ACTIVITY:
In the data that follows, find each line containing "frame" and copy it.

DATASET RECORDS:
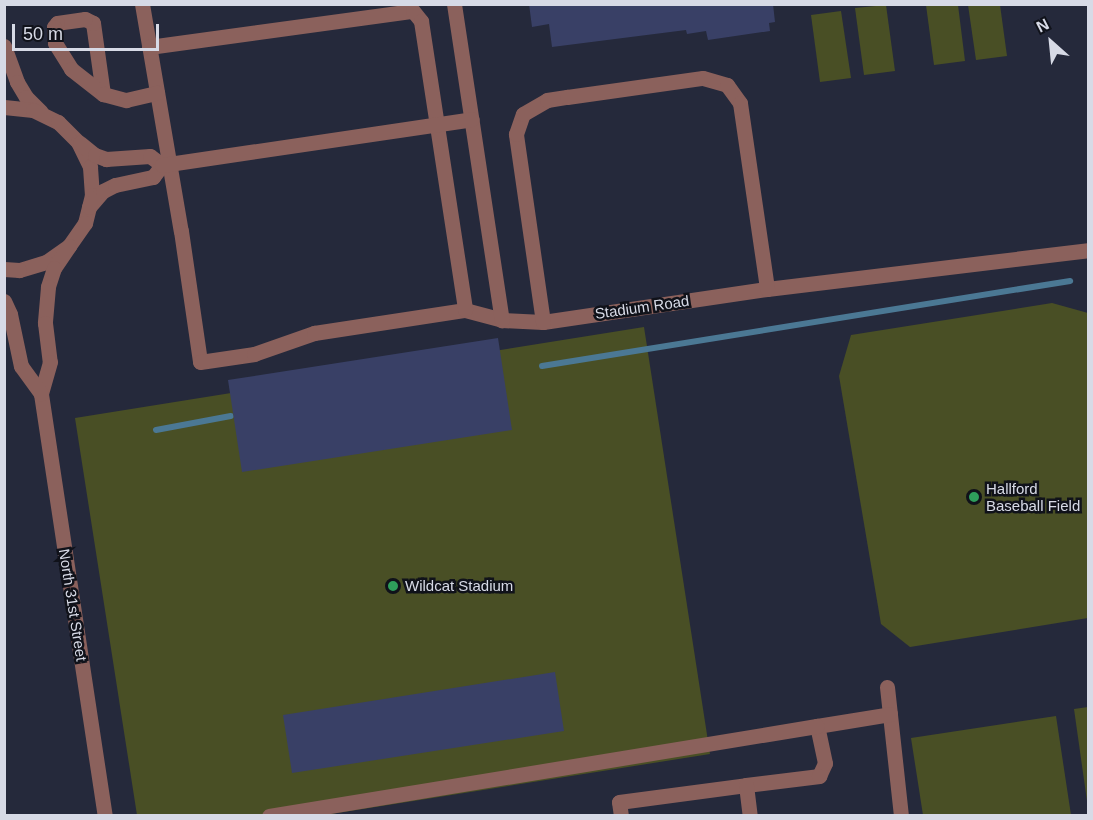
<!DOCTYPE html>
<html>
<head>
<meta charset="utf-8">
<style>
	body { margin:0 }
	#map { position:relative; width:1093px; height:820px; overflow:hidden; background:#25293b; font-family:Helvetica,sans-serif }
	div>[style] { position:absolute }
	.green>* { inset:0; background:#494f25 }
	.stream>* { height:6px; margin:-3px; padding:0 3px; transform-origin:3px; border-radius:3px; background:#4b7894 }
	.building>* { inset:0; background:#394066 }
	.minor>* { height:15px; margin:-7.5px; padding:0 7.5px; transform-origin:7.5px; border-radius:7.5px; background:#8b615c }
	.dots>* { width:16px; height:16px; translate:-50% -50%; box-sizing:border-box; border:3px solid #10121a; border-radius:50% }
	span { translate:-50% -50%; white-space:nowrap; text-align:center; line-height:1.15; -webkit-text-stroke:5px #10121a; paint-order:stroke }
	.street-label { font-size:15px; color:#d7dae6 }
	.poi-label { font-size:15px; color:#d7dae6 }
	.left { translate:0 -50%; text-align:left }
	.frame { position:absolute; inset:0; border:6px solid #d7dae6; pointer-events:none }
	.north { position:absolute; left:1021px; top:12px; width:60px; height:60px; -webkit-text-stroke:4px #10121a; paint-order:stroke; rotate:333deg; font-size:16px; font-weight:700; line-height:24px; text-align:center; color:#d7dae6 }
	.north::after { content:''; display:block; margin:auto; width:21px; height:27px; background:#d7dae6; clip-path:polygon(50% 0,100% 100%,50% 72%,0 100%) }
	.scale { position:absolute; left:12px; top:24px; width:147px; height:27px; box-sizing:border-box; border:3px solid #d7dae6; border-top:0; padding-left:8px; font-size:18px; line-height:21px; white-space:nowrap; color:#d7dae6; -webkit-text-stroke:4px #10121a; paint-order:stroke }
</style>
</head>
<body>
<div id="map">
	<div class="green">
		<div style="clip-path:polygon(886px 5px,895px 71px,864px 75px,855px 8px)"></div>
		<div style="clip-path:polygon(926px 5px,958px 5px,965px 61px,934px 65px)"></div>
		<div style="clip-path:polygon(968px 5px,1000px 5px,1007px 56px,976px 60px)"></div>
		<div style="clip-path:polygon(841px 11px,851px 78px,820px 82px,811px 15px)"></div>
		<div style="clip-path:polygon(1052px 303px,1088px 313px,1088px 618px,910px 647px,881px 624px,839px 376px,851px 335px)"></div>
		<div style="clip-path:polygon(644px 327px,710px 754px,325px 815px,137px 815px,75px 418px)"></div>
		<div style="clip-path:polygon(1088px 707px,1088px 808px,1074px 709px)"></div>
		<div style="clip-path:polygon(1056px 716px,1071px 815px,923px 815px,911px 738px)"></div>
	</div>
	<div class="stream">
		<div style="left:542px;top:366px;width:535px;rotate:-9.15deg"></div>
		<div style="left:156px;top:430px;width:76px;rotate:-10.6deg"></div>
	</div>
	<div class="building">
		<div style="clip-path:polygon(529px 4px,773px 4px,775px 22px,769px 23px,770px 31px,708px 40px,706px 31px,687px 34px,686px 30px,552px 47px,549px 24px,532px 27px)"></div>
		<div style="clip-path:polygon(498px 338px,512px 430px,242px 472px,228px 380px)"></div>
		<div style="clip-path:polygon(555px 672px,564px 731px,292px 773px,283px 715px)"></div>
	</div>
	<div class="minor">
		<div style="left:142px;top:4px;width:230px;rotate:80.3deg"></div>
		<div style="left:181px;top:231px;width:132px;rotate:81.7deg"></div>
		<div style="left:200px;top:362px;width:55px;rotate:-8.4deg"></div>
		<div style="left:254px;top:354px;width:64px;rotate:-19.3deg"></div>
		<div style="left:314px;top:333px;width:153px;rotate:-8.7deg"></div>
		<div style="left:465px;top:310px;width:38px;rotate:15deg"></div>
		<div style="left:502px;top:320px;width:41px;rotate:2.8deg"></div>
		<div style="left:543px;top:322px;width:226px;rotate:-8.4deg"></div>
		<div style="left:767px;top:289px;width:323px;rotate:-6.9deg"></div>
		<div style="left:454px;top:4px;width:320px;rotate:81.4deg"></div>
		<div style="left:4px;top:46px;width:38px;rotate:70deg"></div>
		<div style="left:17px;top:82px;width:17px;rotate:59deg"></div>
		<div style="left:26px;top:97px;width:21px;rotate:45deg"></div>
		<div style="left:149px;top:47px;width:266px;rotate:-7.8deg"></div>
		<div style="left:413px;top:11px;width:13px;rotate:51deg"></div>
		<div style="left:421px;top:21px;width:292px;rotate:81.3deg"></div>
		<div style="left:103px;top:94px;width:72px;rotate:-98deg"></div>
		<div style="left:93px;top:23px;width:9px;rotate:-153deg"></div>
		<div style="left:85px;top:19px;width:28px;rotate:172deg"></div>
		<div style="left:57px;top:23px;width:5px;rotate:127deg"></div>
		<div style="left:54px;top:27px;width:16px;rotate:86deg"></div>
		<div style="left:55px;top:43px;width:31px;rotate:58deg"></div>
		<div style="left:71px;top:69px;width:41px;rotate:38deg"></div>
		<div style="left:103px;top:94px;width:24px;rotate:15deg"></div>
		<div style="left:126px;top:100px;width:32px;rotate:-13deg"></div>
		<div style="left:4px;top:107px;width:29px;rotate:6deg"></div>
		<div style="left:33px;top:110px;width:28px;rotate:26deg"></div>
		<div style="left:58px;top:122px;width:28px;rotate:45deg"></div>
		<div style="left:78px;top:142px;width:28px;rotate:64deg"></div>
		<div style="left:90px;top:167px;width:28px;rotate:86deg"></div>
		<div style="left:92px;top:195px;width:29px;rotate:104deg"></div>
		<div style="left:85px;top:223px;width:28px;rotate:125deg"></div>
		<div style="left:69px;top:246px;width:28px;rotate:145deg"></div>
		<div style="left:46px;top:262px;width:28px;rotate:163deg"></div>
		<div style="left:19px;top:270px;width:15px;rotate:-176deg"></div>
		<div style="left:80px;top:143px;width:19px;rotate:39deg"></div>
		<div style="left:95px;top:155px;width:12px;rotate:20deg"></div>
		<div style="left:106px;top:159px;width:44px;rotate:-3.9deg"></div>
		<div style="left:150px;top:156px;width:15px;rotate:37deg"></div>
		<div style="left:89px;top:207px;width:21px;rotate:-49deg"></div>
		<div style="left:103px;top:191px;width:13px;rotate:-27deg"></div>
		<div style="left:115px;top:185px;width:39px;rotate:-12deg"></div>
		<div style="left:153px;top:177px;width:15px;rotate:-53deg"></div>
		<div style="left:162px;top:165px;width:313px;rotate:-8.4deg"></div>
		<div style="left:69px;top:246px;width:27px;rotate:124deg"></div>
		<div style="left:54px;top:268px;width:20px;rotate:108deg"></div>
		<div style="left:48px;top:287px;width:36px;rotate:95deg"></div>
		<div style="left:45px;top:323px;width:39px;rotate:83deg"></div>
		<div style="left:50px;top:362px;width:33px;rotate:106deg"></div>
		<div style="left:41px;top:394px;width:427px;rotate:81.4deg"></div>
		<div style="left:4px;top:301px;width:14px;rotate:65deg"></div>
		<div style="left:10px;top:314px;width:53px;rotate:78.1deg"></div>
		<div style="left:21px;top:366px;width:34px;rotate:54deg"></div>
		<div style="left:543px;top:322px;width:190px;rotate:-98.2deg"></div>
		<div style="left:516px;top:134px;width:21px;rotate:-71deg"></div>
		<div style="left:523px;top:114px;width:28px;rotate:-30deg"></div>
		<div style="left:547px;top:100px;width:20px;rotate:-9deg"></div>
		<div style="left:567px;top:97px;width:137px;rotate:-8deg"></div>
		<div style="left:703px;top:78px;width:25px;rotate:16deg"></div>
		<div style="left:727px;top:85px;width:22px;rotate:54deg"></div>
		<div style="left:740px;top:103px;width:188px;rotate:81.7deg"></div>
		<div style="left:887px;top:687px;width:130px;rotate:83.8deg"></div>
		<div style="left:746px;top:785px;width:74px;rotate:-7deg"></div>
		<div style="left:819px;top:776px;width:14px;rotate:-65deg"></div>
		<div style="left:825px;top:763px;width:38px;rotate:-102deg"></div>
		<div style="left:817px;top:726px;width:74px;rotate:-9.3deg"></div>
		<div style="left:269px;top:816px;width:555px;rotate:-9.33deg"></div>
		<div style="left:621px;top:816px;width:14px;rotate:-98deg"></div>
		<div style="left:619px;top:802px;width:128px;rotate:-7.6deg"></div>
		<div style="left:746px;top:785px;width:31px;rotate:83deg"></div>
	</div>
	<div class="dots">
		<div style="left:974px;top:497px;background:#2e9e5b"></div>
		<div style="left:393px;top:586px;background:#2e9e5b"></div>
	</div>
	<div class="street-label">
		<span style="left:642px;top:307px;rotate:-8deg">Stadium Road</span>
		<span style="left:73px;top:605px;rotate:81deg">North 31st Street</span>
	</div>
	<div class="poi-label">
		<span class="left" style="left:986px;top:497px">Hallford<br>Baseball Field</span>
		<span class="left" style="left:405px;top:586px">Wildcat Stadium</span>
	</div>
	<div class="frame"></div>
	<div class="north">N</div>
	<div class="scale">50 m</div>
</div>
</body>
</html>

RESULT OF THIS EXERCISE:
	.frame { position:absolute; inset:0; border:6px solid #d7dae6; pointer-events:none }
	<div class="frame"></div>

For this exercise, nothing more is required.